Law, Ethics & Animals Program to Launch
A new initiative, the Law, Ethics & Animals Program (LEAP) at Yale Law School will launch during the 2019–2020 academic year as an interdisciplinary “think and do tank.” The program is dedicated to developing new strategies to address industrialized animal cruelty and its impacts, and to drawing attention to the questions of conscience raised by humanity’s treatment of animals.
The program will be led by two faculty directors, Joseph M. Field ’55 Professor of Law Doug Kysar and Senior Research Scholar & Lecturer on Law Jonathan Lovvorn, along with an executive director, Viveca Morris, who recently graduated with dual masters degrees from the School of Management and the School of Forestry and Environmental Studies.
It is a critical time in history for animals, according to Kysar. Each day brings news about issues like global wildlife disappearing in what has been called the planet’s sixth great extinction, new discoveries about animal intelligence that overturn past beliefs about human exceptionalism, and the harmful consequences of industrial animal farming. But, Kysar argues, the legal system has failed to keep up.
“Our laws regarding animals are often outdated, insufficient, or nonexistent,” said Kysar. “The past two centuries, and particularly the last two decades, have witnessed a massive transformation in human attitudes towards animals, underscored by fundamental shifts in scientific understanding of animals and ethical thought regarding our obligations to nonhuman creatures. At the same time, our power over animals has been amplified exponentially by industry and technology.”
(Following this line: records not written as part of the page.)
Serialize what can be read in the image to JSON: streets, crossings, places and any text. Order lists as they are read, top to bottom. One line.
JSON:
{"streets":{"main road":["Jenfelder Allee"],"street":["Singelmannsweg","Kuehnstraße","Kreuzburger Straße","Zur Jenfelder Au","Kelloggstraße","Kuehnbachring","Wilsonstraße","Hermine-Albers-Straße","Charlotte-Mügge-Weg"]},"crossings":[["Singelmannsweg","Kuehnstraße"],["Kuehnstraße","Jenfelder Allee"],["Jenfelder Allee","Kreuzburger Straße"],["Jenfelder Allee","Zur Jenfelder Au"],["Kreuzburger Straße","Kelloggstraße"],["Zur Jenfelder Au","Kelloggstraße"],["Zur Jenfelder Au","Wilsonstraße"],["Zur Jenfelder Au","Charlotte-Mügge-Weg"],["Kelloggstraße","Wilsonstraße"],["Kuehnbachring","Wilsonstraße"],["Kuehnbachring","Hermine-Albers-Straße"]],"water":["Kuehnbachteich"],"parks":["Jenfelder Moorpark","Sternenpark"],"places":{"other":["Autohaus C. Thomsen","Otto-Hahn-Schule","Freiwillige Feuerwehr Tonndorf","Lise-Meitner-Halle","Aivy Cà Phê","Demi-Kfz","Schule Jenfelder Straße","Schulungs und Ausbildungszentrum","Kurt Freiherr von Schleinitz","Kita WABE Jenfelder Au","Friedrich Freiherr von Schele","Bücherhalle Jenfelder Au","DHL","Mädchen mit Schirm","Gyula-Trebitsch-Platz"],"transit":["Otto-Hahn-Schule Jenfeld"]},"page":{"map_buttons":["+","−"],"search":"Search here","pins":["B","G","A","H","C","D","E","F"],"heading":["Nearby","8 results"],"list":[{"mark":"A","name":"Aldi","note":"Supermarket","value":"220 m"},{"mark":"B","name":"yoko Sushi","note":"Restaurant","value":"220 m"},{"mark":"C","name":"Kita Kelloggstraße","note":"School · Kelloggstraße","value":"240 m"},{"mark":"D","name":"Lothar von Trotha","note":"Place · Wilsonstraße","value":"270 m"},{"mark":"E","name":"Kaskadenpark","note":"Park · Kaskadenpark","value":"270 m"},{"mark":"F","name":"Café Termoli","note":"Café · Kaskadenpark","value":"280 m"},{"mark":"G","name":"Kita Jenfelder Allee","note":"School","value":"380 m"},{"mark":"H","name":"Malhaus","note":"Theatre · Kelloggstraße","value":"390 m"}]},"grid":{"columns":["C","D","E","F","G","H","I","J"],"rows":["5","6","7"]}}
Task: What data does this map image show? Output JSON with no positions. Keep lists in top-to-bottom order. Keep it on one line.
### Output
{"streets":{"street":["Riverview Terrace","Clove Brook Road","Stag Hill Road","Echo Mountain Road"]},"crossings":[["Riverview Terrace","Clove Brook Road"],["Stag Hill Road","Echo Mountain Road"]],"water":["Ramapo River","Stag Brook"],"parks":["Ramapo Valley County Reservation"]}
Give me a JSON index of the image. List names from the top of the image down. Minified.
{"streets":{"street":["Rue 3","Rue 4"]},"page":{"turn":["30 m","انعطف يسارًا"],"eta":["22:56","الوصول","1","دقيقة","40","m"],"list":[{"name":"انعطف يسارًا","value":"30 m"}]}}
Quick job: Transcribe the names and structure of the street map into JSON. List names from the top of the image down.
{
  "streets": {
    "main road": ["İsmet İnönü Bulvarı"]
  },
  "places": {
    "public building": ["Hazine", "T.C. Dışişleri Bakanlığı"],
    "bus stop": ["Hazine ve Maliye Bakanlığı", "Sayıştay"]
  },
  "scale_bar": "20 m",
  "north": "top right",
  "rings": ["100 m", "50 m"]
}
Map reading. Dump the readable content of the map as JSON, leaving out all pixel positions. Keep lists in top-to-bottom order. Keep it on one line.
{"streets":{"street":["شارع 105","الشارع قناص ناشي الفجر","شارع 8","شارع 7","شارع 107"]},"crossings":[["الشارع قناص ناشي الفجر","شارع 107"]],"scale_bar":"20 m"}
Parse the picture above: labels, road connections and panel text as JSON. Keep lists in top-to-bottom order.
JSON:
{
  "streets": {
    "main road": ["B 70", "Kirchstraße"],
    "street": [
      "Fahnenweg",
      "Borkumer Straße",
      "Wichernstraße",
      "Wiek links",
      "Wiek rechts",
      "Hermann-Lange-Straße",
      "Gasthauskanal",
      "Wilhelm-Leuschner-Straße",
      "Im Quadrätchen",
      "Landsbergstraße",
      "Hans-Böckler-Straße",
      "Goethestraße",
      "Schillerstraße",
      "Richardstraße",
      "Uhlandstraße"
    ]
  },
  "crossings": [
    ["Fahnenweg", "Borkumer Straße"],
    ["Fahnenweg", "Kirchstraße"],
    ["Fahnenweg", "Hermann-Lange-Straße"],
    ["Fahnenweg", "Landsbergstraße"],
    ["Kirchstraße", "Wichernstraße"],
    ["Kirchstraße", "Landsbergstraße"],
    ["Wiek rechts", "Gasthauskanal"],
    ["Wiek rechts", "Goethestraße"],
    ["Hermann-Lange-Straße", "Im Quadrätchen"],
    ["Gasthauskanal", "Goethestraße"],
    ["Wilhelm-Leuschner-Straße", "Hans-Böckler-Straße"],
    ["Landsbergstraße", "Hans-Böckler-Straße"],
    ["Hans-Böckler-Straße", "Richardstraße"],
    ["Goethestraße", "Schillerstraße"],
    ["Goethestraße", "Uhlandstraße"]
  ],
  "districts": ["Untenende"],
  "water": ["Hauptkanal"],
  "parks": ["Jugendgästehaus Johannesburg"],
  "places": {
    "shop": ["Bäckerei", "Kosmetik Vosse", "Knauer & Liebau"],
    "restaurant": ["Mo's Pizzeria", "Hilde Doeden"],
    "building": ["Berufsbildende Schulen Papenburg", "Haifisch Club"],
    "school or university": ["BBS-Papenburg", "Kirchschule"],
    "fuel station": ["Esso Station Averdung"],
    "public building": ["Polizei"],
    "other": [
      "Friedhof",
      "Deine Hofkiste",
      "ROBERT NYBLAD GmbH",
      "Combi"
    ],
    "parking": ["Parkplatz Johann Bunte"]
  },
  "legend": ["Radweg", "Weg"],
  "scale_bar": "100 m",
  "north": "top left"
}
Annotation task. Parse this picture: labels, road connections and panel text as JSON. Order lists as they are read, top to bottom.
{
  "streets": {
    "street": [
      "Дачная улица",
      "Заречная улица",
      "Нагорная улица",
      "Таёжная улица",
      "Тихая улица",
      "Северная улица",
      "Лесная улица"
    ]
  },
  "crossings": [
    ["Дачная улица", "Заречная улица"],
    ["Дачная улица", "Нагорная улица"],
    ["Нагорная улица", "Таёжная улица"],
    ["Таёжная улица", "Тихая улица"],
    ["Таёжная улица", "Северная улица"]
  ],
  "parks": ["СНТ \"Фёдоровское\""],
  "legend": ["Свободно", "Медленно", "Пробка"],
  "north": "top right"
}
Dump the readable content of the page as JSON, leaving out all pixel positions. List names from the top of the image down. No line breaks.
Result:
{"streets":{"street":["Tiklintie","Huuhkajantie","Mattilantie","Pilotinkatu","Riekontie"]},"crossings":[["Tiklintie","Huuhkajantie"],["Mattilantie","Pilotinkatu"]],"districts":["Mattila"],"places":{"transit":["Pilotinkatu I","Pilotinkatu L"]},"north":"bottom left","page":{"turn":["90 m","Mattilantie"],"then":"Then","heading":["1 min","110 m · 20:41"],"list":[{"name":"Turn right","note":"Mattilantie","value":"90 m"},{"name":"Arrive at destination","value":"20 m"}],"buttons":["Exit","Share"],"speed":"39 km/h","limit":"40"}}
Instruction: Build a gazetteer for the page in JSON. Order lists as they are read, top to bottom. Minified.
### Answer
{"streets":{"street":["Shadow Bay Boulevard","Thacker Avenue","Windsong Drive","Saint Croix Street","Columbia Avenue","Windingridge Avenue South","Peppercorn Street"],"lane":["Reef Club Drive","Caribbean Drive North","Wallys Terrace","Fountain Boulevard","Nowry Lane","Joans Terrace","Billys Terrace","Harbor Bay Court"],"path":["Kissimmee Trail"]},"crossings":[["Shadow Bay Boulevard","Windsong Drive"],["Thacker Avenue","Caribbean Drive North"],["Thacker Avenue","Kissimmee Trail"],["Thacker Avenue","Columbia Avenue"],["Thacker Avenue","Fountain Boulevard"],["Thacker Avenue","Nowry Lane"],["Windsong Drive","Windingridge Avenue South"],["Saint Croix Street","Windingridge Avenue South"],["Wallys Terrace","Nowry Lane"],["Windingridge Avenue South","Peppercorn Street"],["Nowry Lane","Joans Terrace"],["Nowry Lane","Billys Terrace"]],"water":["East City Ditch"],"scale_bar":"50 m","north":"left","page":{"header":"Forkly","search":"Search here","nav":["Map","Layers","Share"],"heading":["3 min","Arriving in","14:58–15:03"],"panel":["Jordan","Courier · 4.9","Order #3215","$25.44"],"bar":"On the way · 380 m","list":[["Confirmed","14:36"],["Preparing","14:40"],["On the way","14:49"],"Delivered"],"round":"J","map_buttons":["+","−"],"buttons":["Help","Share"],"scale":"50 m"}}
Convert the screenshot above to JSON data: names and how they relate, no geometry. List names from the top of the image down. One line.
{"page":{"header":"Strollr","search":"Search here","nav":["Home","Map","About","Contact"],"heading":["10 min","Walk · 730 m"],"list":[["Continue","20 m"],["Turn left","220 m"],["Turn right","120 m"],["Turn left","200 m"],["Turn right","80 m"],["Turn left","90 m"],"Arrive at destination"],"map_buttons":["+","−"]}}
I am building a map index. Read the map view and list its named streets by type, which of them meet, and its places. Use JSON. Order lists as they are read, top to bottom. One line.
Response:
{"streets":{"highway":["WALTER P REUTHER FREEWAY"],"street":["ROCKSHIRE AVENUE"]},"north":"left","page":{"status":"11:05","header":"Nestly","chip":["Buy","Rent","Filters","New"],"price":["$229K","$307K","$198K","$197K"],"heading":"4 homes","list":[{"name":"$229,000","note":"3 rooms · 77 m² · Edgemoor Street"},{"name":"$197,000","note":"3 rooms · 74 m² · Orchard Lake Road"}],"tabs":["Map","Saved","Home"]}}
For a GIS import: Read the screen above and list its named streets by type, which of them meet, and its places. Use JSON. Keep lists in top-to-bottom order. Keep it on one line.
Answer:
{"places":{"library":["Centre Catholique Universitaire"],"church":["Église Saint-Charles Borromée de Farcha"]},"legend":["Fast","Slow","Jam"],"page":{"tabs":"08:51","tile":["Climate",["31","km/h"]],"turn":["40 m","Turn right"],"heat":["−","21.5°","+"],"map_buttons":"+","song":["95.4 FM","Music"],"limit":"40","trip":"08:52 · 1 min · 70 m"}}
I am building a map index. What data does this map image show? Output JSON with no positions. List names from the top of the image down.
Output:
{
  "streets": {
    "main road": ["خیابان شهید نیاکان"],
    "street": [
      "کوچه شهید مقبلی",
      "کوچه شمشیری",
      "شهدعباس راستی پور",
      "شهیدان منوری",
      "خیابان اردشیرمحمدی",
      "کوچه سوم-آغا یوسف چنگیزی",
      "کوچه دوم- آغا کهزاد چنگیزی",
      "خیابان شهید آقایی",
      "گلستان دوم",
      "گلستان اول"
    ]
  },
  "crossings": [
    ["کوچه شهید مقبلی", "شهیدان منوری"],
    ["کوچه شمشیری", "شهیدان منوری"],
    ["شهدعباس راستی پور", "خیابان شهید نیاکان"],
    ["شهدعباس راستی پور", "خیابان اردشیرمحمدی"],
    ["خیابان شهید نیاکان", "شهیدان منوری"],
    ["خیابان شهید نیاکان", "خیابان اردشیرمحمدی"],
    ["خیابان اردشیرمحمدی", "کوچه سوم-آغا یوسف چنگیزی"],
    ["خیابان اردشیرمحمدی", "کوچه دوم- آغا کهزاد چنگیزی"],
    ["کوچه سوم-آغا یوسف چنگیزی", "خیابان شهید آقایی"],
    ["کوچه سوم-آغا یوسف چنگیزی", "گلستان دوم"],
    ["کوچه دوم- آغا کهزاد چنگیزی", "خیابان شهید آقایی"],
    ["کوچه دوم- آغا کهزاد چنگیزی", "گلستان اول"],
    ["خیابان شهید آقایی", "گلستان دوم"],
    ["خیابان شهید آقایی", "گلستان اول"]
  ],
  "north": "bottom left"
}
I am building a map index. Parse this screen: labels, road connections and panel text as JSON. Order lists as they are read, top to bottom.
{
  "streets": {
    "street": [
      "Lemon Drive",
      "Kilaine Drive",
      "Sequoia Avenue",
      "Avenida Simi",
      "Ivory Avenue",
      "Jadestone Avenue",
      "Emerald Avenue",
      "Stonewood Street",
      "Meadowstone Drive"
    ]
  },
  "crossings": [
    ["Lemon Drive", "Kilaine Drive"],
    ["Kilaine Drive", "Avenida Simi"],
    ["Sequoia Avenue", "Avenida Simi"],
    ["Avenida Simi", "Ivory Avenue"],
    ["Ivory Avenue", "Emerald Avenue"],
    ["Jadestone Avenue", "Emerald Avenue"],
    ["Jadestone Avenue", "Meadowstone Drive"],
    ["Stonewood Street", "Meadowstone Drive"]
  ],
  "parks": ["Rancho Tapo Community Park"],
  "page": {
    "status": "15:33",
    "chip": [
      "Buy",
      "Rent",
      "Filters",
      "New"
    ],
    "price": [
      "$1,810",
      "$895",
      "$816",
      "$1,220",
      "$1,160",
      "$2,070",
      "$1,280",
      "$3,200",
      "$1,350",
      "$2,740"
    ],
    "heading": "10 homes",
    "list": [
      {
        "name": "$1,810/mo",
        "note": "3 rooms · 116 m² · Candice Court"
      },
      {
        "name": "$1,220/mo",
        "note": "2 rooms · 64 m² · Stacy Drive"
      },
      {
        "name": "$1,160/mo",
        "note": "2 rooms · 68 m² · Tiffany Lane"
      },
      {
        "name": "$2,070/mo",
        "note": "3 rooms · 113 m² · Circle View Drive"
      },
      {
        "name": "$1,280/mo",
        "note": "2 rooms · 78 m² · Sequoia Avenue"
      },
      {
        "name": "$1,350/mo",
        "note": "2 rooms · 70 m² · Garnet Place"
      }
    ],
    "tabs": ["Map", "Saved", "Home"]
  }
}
“Animal law is a fast-growing field that demands exceptionally creative and smart lawyering,” Dean and Sol & Lillian Goldman Professor of Law Heather Gerken said. “I’m proud that our new Law, Ethics & Animals Program will establish Yale Law School as a leader in elevating, shaping, and defining this important field. LEAP will empower our students with opportunities to do innovative and impactful work to protect animals, people, and the environment.”
Programming planned by LEAP in its first year will include an Animal Law course cotaught by Kysar and Lovvorn in the fall. In the spring, LEAP will launch a new Climate, Animals, Food and the Environment Law & Policy Lab. The CAFE Lab, perhaps the first of its kind, will develop innovative legal and policy strategies to address the externalized costs of industrial animal agriculture – a top contributor to climate change, animal suffering, human exploitation, and environmental degradation.
“The damage wrought by industrial agriculture is staggering and rapidly expanding, and beyond the capacity of any one legal discipline to mitigate or reform,” said Lovvorn, who also serves as Chief Counsel for litigation at the Humane Society of the United States. “By engaging leaders from a broad array of disciplines, the CAFE Lab presents a unique opportunity to develop new strategies to understand, respect, and protect those who have been left behind by the current legal system.”
“Jon Lovvorn is widely recognized as one of the most brilliant, experienced, and accomplished litigators for animal protection in the nation,” Kysar said. “Jon is also an unusually gifted and engaging teacher, with a deep commitment to mentoring young lawyers. Having Jon at YLS will enrich us all enormously.”
LEAP will engage in additional research and policy work, and host a student fellows program, a public keynote lecture, and a speaker series. LEAP will also support and distribute the “When We Talk About Animals” podcast, hosted by Morris and Lindsay Stern, Ph.D. ’23, and launched in late 2018.
“Every day, I am more thoroughly convinced that laws that deal with humanity’s relationship to non-human animals will prove to be among the most critical issues of our time,” Manny Rutinel YLS ’21, co-chair of the Yale Animal Law Society, said. “LEAP will give the Yale community a unique opportunity to make an impact on issues that affect our environment, the health of our population, and the billions of animals used in industrialized agriculture. This is an opportunity that my classmates and I are genuinely ecstatic about.”
LEAP’s approach to animal law is expansive and creative. “When we say ‘animal law’ at YLS, we include environmental law, labor law, immigration law, health law, consumer protection law, anti-trust law, media freedom laws, etc., as each can be harnessed in new ways to help animals, people, and the environment,” Morris said.
LEAP foresees collaborations with peer schools’ animal law and animal studies programs, as well as with other academic units at Yale, such as the School of Forestry & Environmental Studies, the School of Management, and the School of Public Health. In its approach, LEAP aims to convene leaders from a broad array of disciplines to contemplate and develop new, inclusive legal standards, policies, and strategies that reflect our evolving moral values and modern scientific understanding.
“Human-animal relationships raise profoundly important questions of power, conscience, and the consequences of human actions for all living beings,” Morris said. “The topic of animals and the law quickly reaches some of the deepest questions of what it means to be a good human.”
The Law, Ethics & Animals Program at Yale Law School is supported by generous gifts from an anonymous donor; The Quinn Foundation, Chuck and Jennifer Laue, Directors; the Brooks McCormick Jr. Trust for Animals Rights Law and Policy; the Brooks Institute for Animal Rights Law and Policy, Inc.; and the Animal Welfare Trust.